Only years later when I was writing a rare commentary on something or other for the CBC, did one of the new-breed producers interrupt my flow to tell me, “You’ve been talking for two minutes. You’ll be losing your audience. We need some sound effects here, if possible.!”
This is the new “mediation” of communication, and it kind of explains my dismay when I hear that youngsters are studying “communications” in universities. In fact, this modern “mediation”  is worse than so far stated, because, while chatting to a TV producer one day as we waited to get into a studio, I was told that the average sound-byte on TV had been reduced to six seconds!  I could scarcely believe my ears, but I knew it to be only too true because not long before I had given a 45-minute interview to a CBC sound producer for a piece on the historic creation of the James Bay and Northern Quebec Agreement ten years before. She had congratulated me on the coherence and relevance of what I had to say, and thanked me for it by including all of half a sentence from the interview in her programme. I vowed never again to be interviewed by the CBC. Why waste one’s time?

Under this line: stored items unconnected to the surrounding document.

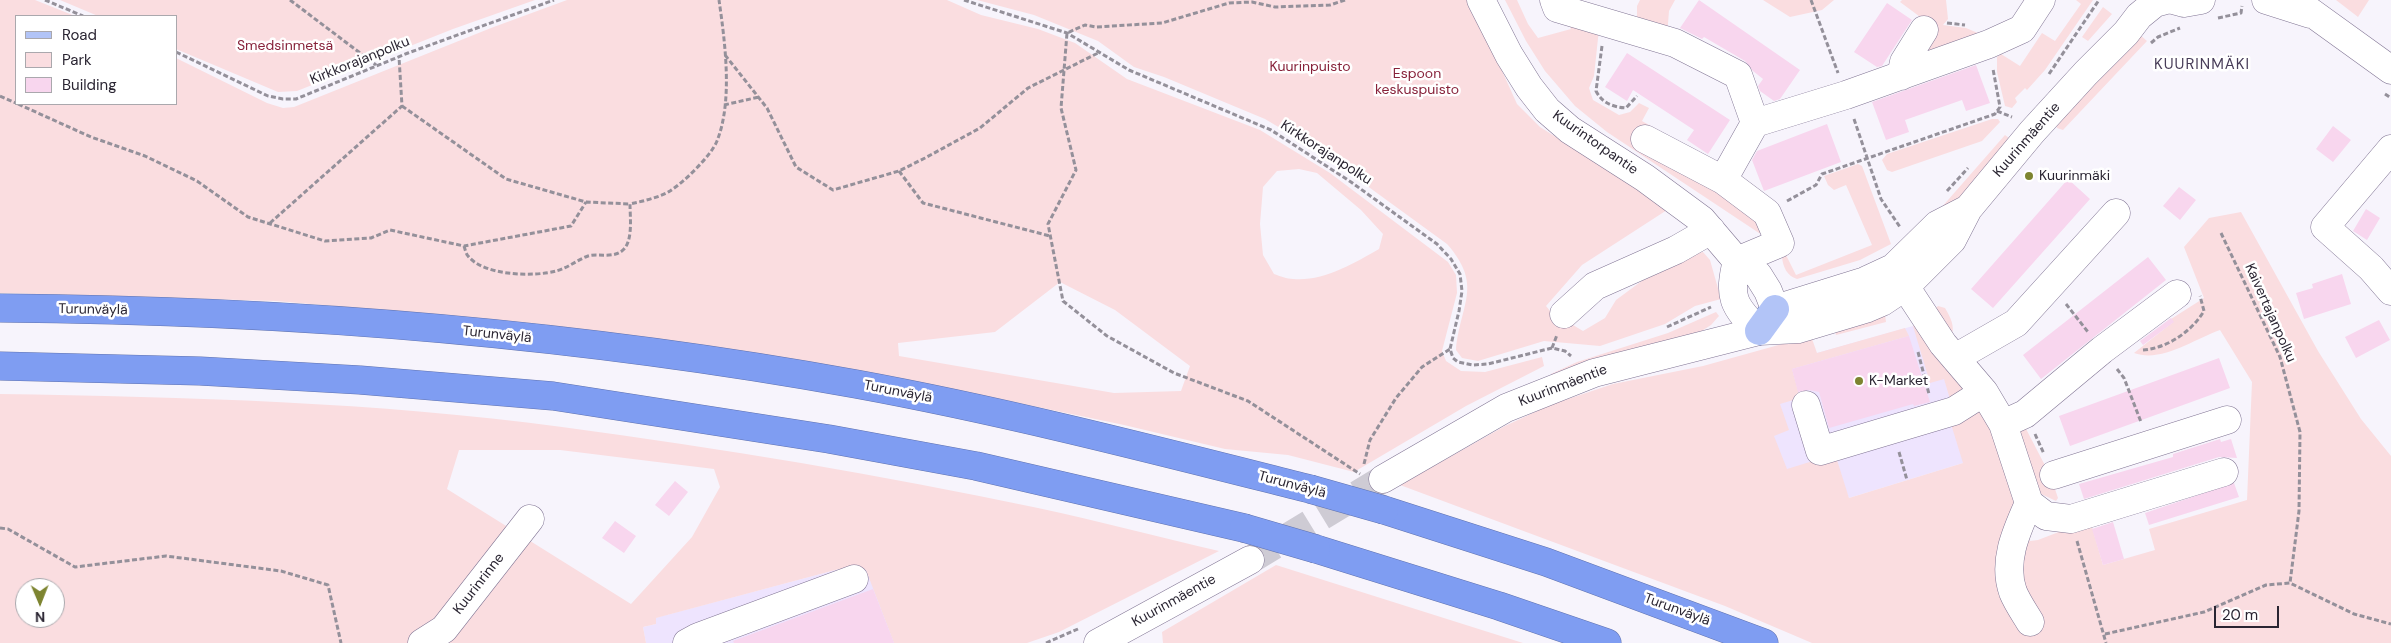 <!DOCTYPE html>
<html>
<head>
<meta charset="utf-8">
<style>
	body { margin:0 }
	#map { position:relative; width:2391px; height:643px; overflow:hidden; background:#f7f4fc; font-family:"DM Sans",sans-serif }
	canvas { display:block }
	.legend { position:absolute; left:15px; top:15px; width:162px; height:90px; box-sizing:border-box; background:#fff; border:1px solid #aaa8ad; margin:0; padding:6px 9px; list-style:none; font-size:15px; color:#2a2532 }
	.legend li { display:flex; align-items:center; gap:10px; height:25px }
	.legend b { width:25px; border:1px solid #aaa8ad }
	.north { position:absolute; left:15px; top:578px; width:50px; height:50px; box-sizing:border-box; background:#fff; border:1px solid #aaa8ad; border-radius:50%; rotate:179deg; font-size:14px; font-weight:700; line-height:20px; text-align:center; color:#2a2532 }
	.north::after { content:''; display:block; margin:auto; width:18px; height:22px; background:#7d8430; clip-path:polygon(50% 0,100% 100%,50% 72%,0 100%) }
	.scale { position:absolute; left:2214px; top:606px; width:65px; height:22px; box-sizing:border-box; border:2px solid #2a2532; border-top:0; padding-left:6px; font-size:15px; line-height:18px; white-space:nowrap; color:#2a2532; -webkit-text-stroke:4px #fff; paint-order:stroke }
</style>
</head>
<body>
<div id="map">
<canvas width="2391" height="643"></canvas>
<ul class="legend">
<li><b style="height:6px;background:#b2c4f7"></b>Road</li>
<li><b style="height:14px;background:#fadde0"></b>Park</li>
<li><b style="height:14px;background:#f8d6ee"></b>Building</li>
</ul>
<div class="north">N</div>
<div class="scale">20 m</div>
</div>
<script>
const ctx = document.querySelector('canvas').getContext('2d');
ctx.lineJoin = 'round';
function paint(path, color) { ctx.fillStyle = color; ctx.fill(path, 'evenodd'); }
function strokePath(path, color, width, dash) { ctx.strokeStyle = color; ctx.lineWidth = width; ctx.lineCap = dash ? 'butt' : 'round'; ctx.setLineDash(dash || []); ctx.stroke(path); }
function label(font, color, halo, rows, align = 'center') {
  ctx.font = font + ' "DM Sans",sans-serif'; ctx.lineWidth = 5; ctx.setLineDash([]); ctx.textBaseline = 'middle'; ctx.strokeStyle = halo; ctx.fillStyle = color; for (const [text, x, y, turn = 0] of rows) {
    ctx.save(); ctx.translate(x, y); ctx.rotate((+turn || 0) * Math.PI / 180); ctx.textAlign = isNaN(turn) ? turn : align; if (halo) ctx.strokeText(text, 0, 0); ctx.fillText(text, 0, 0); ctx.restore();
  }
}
const built = new Path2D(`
	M1919 322 1988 410 1963 463 1849 498 1829 456 1787 470 1725 387 1817 353 1913 326Z
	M856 568 876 572 911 643H646L643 627 656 624 655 618 839 569Z`);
const green = new Path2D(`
	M0 0H35L75 16H16V104H176V58L267 103 283 108 294 107 491 28 567 0H947L981 15 1038 29 1075 43 1127 79 1260 130 1330 173 1448 262 1456 275 1457 293 1442 351 1446 361 1461 371 1485 372 1542 357 1544 366 1466 406 1354 472 1288 455 1225 449 1124 425 894 377 708 346 540 324 276 301 0 293ZM1299 169 1317 173 1361 210 1383 234 1379 249C1355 263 1322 282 1293 279 1287 279 1280 276 1274 274L1263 255 1260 224 1263 187 1277 171ZM1060 282 1115 310 1190 366 1181 391 1114 393 899 356 898 343 995 332Z
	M60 0H535L453 29 297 91 278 92 176 49V16H98Z
	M977 0H1470L1517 104 1540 127 1626 181 1667 210 1582 265 1546 306 1561 324 1568 322 1583 331 1605 318 1616 300 1658 269 1689 256 1703 252 1710 260 1721 299 1695 306 1665 324 1600 346 1544 341 1478 361 1462 358 1456 350C1460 304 1484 286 1447 244L1322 153 1265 119 1164 77 1134 67 1098 41 1034 15Z
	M1505 0H1517L1528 24 1538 38 1571 29 1566 17 1599 29 1594 76 1589 88 1593 100 1619 115 1630 112 1639 103 1649 108 1642 121 1658 130 1655 137 1759 218 1762 235 1607 132 1575 106 1545 71 1526 41Z
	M1640 0H1675L1669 11 1667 36 1637 26V6Z
	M1763 0H1834L1822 10 1790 17Z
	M1902 0H1946L1948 19 1943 25 1966 28 1985 36 1916 66 1931 25 1900 2Z
	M2076 0H2093L2045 70 2027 90 2025 88 2015 98 2017 102 2012 108 2005 106 1997 72V57L2001 54 2020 66 2042 33 2055 41 2081 4Z
	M2336 0H2369L2358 17Z
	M2103 7 2112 14 2088 41 2082 37Z
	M2139 34 2147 41 2063 130 2057 128 2056 125Z
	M1992 119H1998L2000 122 1982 141 1892 172 1887 170 1882 160 1887 154Z
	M2005 135 2009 138C1995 167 1969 190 1945 210L1941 208Z
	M1858 164 1862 166 1891 244 1860 260 1797 279C1787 276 1783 267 1782 257L1786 255 1796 275 1872 245 1846 185 1834 190 1828 185 1824 176Z
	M2241 212 2318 351 2361 419 2391 456V643H1812L1725 606 1400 485 1505 426 1550 405 1613 384 1703 366 1811 336 1817 353 1905 328 1909 336 1792 369 1800 398 1780 404 1789 430 1774 436 1787 469 1829 456 1837 460 1849 498 1963 463 1951 424 1978 410H1988L2030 541 2038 540 2090 520 2103 565 2155 550 2149 529 2247 500 2252 382 2220 330C2194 339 2162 363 2134 353L2173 322 2171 319 2204 298 2184 247 2209 218Z
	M1938 306 1945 308C1950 316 1956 328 1951 336L1935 309Z
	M1716 312 1719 316 1711 325 1697 334 1553 379 1551 374 1577 362 1668 333Z
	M1885 314 1886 322 1836 335 1834 329Z
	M1919 322 1964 386 1960 393 1950 399 1944 379 1930 383 1913 326Z
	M0 394C187 397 376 402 562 427 721 448 882 475 1038 508 1099 521 1159 537 1219 551L1059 632 1027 643H894L866 570 855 568 839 569 656 618V624L643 627 646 643H0ZM459 450H560L714 469 720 487 692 537 631 604 447 489ZM25 588H55V618H25Z
	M2024 425 2051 477 2058 498 2056 501 2037 492 2015 426Z
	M1276 565 1523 643H1163L1162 632Z`);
const building = new Path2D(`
	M1699 0 1800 70 1780 99 1774 101 1760 91 1758 86 1763 79 1753 71 1745 61 1704 37 1702 39 1680 28Z
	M1887 3 1912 20 1882 66 1877 67 1854 52Z
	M1627 53 1730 120 1708 154 1687 140 1694 130 1633 90 1627 101 1605 87Z
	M1976 65 1990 103 1966 111 1962 100 1905 120 1909 132 1886 140 1872 102Z
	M1827 124 1841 162 1764 191 1752 160 1757 151Z
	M2333 126 2351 140 2333 162 2316 149Z
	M2068 179 2090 199 1993 308 1971 289Z
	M2179 187 2196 200 2180 220 2163 206Z
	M2366 209 2380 218 2367 240 2353 231Z
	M2148 257 2166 280 2041 379 2023 355Z
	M2342 274 2351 304 2304 319 2296 293 2313 288 2312 284Z
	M2171 318 2174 322 2143 345 2140 341Z
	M2379 320 2390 340 2356 358 2345 337Z
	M1909 336 1930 402 1914 406 1913 404 1829 428 1819 392 1809 390 1798 392 1792 369Z
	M2219 358 2230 388 2070 446 2059 416Z
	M2220 439 2221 442 2231 439 2237 458 2219 457 2084 499 2079 484 2173 457V454Z
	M675 481 688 492 669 516 655 505Z
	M2234 483 2239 497 2149 525 2145 513Z
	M615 521 636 536 624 553 602 538Z
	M2113 522 2124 559 2103 565 2092 529Z
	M873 589 894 643H734L733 641Z`);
const minorTunnel = new Path2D(`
	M1250 560 1383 479`);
const path = new Path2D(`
	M45 0 83 16
	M290 0 376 65
	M964 0 1067 33 1129 70 1271 130 1351 182 1437 244 1451 259 1460 274 1462 291 1459 311 1450 349 1453 358 1458 362 1473 365 1488 364 1552 348 1565 351 1571 356
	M1345 0 1330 5 1275 7 1252 2 1229 3 1162 23 1096 27 1085 25 1067 33 1061 108 1076 170 1048 224 1063 301 1107 336 1174 373 1248 401 1360 474
	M1811 0 1838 73
	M2218 18 2241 13 2242 6
	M1947 23 1965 25
	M2151 43 2158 37 2180 28
	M1602 46 1596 91C1602 103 1613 107 1626 108L1637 96
	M176 52 268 96 283 99H296L408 53 554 0
	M725 55 767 108 796 167 833 190 899 171 925 158 980 128 1028 88 1100 52
	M2049 74 2099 0
	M2385 94 2391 98
	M0 96 16 103
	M18 104 91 137 145 156 197 181 248 217 325 241 371 238 390 230 464 246 571 226 586 202
	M724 105 759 97
	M402 106 506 179 586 202 630 204
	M1997 111 2012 117
	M1854 119 1881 199 1900 227
	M899 171 923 203 1050 236
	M1947 191 1968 168
	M1787 201 1816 185 1822 174 1995 114 2000 107 1993 69
	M270 223 402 106 399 57
	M2221 233 2280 357 2300 432 2299 511 2290 583
	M464 246C465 249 466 254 468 256 484 276 534 277 556 271 568 268 577 260 588 256 599 253 615 259 624 249 633 239 630 217 630 204 643 201 658 198 670 191 683 183 711 156 717 141 733 101 725 42 719 0
	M2066 304 2088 332
	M1667 327 1711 307
	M1552 348 1557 335
	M2143 350C2168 348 2192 331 2204 311L2200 296
	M1918 352 1929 394
	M2117 369 2124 378 2141 422
	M2035 434 2044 454
	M1899 452 1907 480
	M1364 464 1370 440 1396 398 1422 367 1450 349
	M0 528 8 529 75 567 166 556 281 571 328 585 341 643
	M2077 541 2106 643
	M2105 634 2204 612 2266 585 2290 583 2354 614 2391 624
	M1046 643 1078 629`);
const minor = new Path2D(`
	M1481 0 1509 55 1529 87 1547 110 1570 130 1645 178 1702 220 1737 261 1758 275 1768 291 1775 309 1865 281 1893 268 1937 225 1968 209
	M1554 0 1557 8 1675 43 1738 75 1755 123
	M2173 0 2184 3 2201 0
	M2266 0 2310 14
	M2294 0 2391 70
	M1901 76 1904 62 1924 30
	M1645 139 1723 180 1767 213 1780 243 1737 261
	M2391 149 2325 227 2371 268 2391 291
	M1723 180 1755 123 1846 95 1989 44 2022 29 2041 0
	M1737 261C1728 297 1733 306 1759 331
	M1895 271 1943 344 1984 392 2003 424 2029 503 2046 516 2071 519 2224 472
	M1564 314 1595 286 1676 250 1711 230
	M1955 358 2016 323 2116 213
	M1806 405 1820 451 1954 411 1984 392
	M2003 424 2025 414 2102 350 2177 294
	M2054 475 2227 420
	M1383 479 1506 408 1594 373 1759 331 1798 329 1868 308 1882 302 1906 286 1952 240 1968 209 2032 132 2086 73 2126 33 2139 16 2155 3 2166 0
	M2029 503C2017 530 2002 561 2013 592 2017 602 2024 612 2030 622
	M422 643 444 629 530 519
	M687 643 698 637 854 579
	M1098 643 1250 560`);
const major = new Path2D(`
	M1759 331 1775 309`);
const highway = new Path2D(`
	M0 308C286 310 574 333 856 384 1009 412 1159 451 1310 489
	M0 366 200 371 360 380 553 396 829 439 976 466 1244 528
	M1384 510 1546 562 1764 643
	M1316 549 1499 606 1607 643`);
const highwayBridge = new Path2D(`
	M1310 489 1384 510
	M1244 528 1316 549`);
const markers = [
	[2029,176,5,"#7d8430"],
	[1859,381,5,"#7d8430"]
];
const parkNames = [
	["Smedsinmetsä",285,46],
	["Kuurinpuisto",1310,67],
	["Espoon",1417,74],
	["keskuspuisto",1417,90]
];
const streetNames = [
	["Kirkkorajanpolku",360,61,-22],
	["Kuurinmäentie",2027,140,-49],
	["Kuurintorpantie",1595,143,35],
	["Kirkkorajanpolku",1326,153,33],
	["Turunväylä",93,310,1],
	["Kaivertajanpolku",2270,313,66],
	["Turunväylä",497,335,6],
	["Kuurinmäentie",1563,386,-21],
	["Turunväylä",898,392,11],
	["Turunväylä",1292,485,15],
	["Kuurinrinne",479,584,-52],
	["Kuurinmäentie",1174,601,-29],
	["Turunväylä",1677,610,20]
];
const poiNames = [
	["Kuurinmäki",2039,176],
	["K-Market",1869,381]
];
const neighbourhoodNames = [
	["KUURINMÄKI",2202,65]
];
paint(built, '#eee4fe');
paint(green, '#fadde0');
paint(building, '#f8d6ee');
strokePath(minorTunnel, '#cecbd4', 28, [28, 14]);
strokePath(minor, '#817594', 29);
strokePath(major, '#6173af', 29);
strokePath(highway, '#6173af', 29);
strokePath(path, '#94909a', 3, [5, 2.5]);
strokePath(minor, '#fff', 28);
strokePath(major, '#b2c4f7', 28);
strokePath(highway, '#7f9df2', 28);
strokePath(highwayBridge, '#6173af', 29, []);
strokePath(highwayBridge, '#7f9df2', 28);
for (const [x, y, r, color] of markers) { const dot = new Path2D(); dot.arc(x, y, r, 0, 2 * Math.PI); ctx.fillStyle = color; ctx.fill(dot); strokePath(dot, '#fff', 2); }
label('14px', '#87223a', '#fff', parkNames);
label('14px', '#2a2532', '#fff', streetNames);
label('14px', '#2a2532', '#fff', poiNames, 'left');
ctx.letterSpacing = '1px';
label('15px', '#483d59', '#fff', neighbourhoodNames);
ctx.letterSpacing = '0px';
</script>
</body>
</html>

Perhaps my distaste for this modern world of “mediation of communications” as it is now called, explains why, when I finally quit daily journalism in 1971, hoping to be able to continue to feed my family of four children, and expecting to make most of my living from the CBC, they hired me only twice in the following forty years.
Presumably because I’ve never mastered the art of the six-second sound byte. Or also, maybe, because I’m just a teeny bit bloody-minded.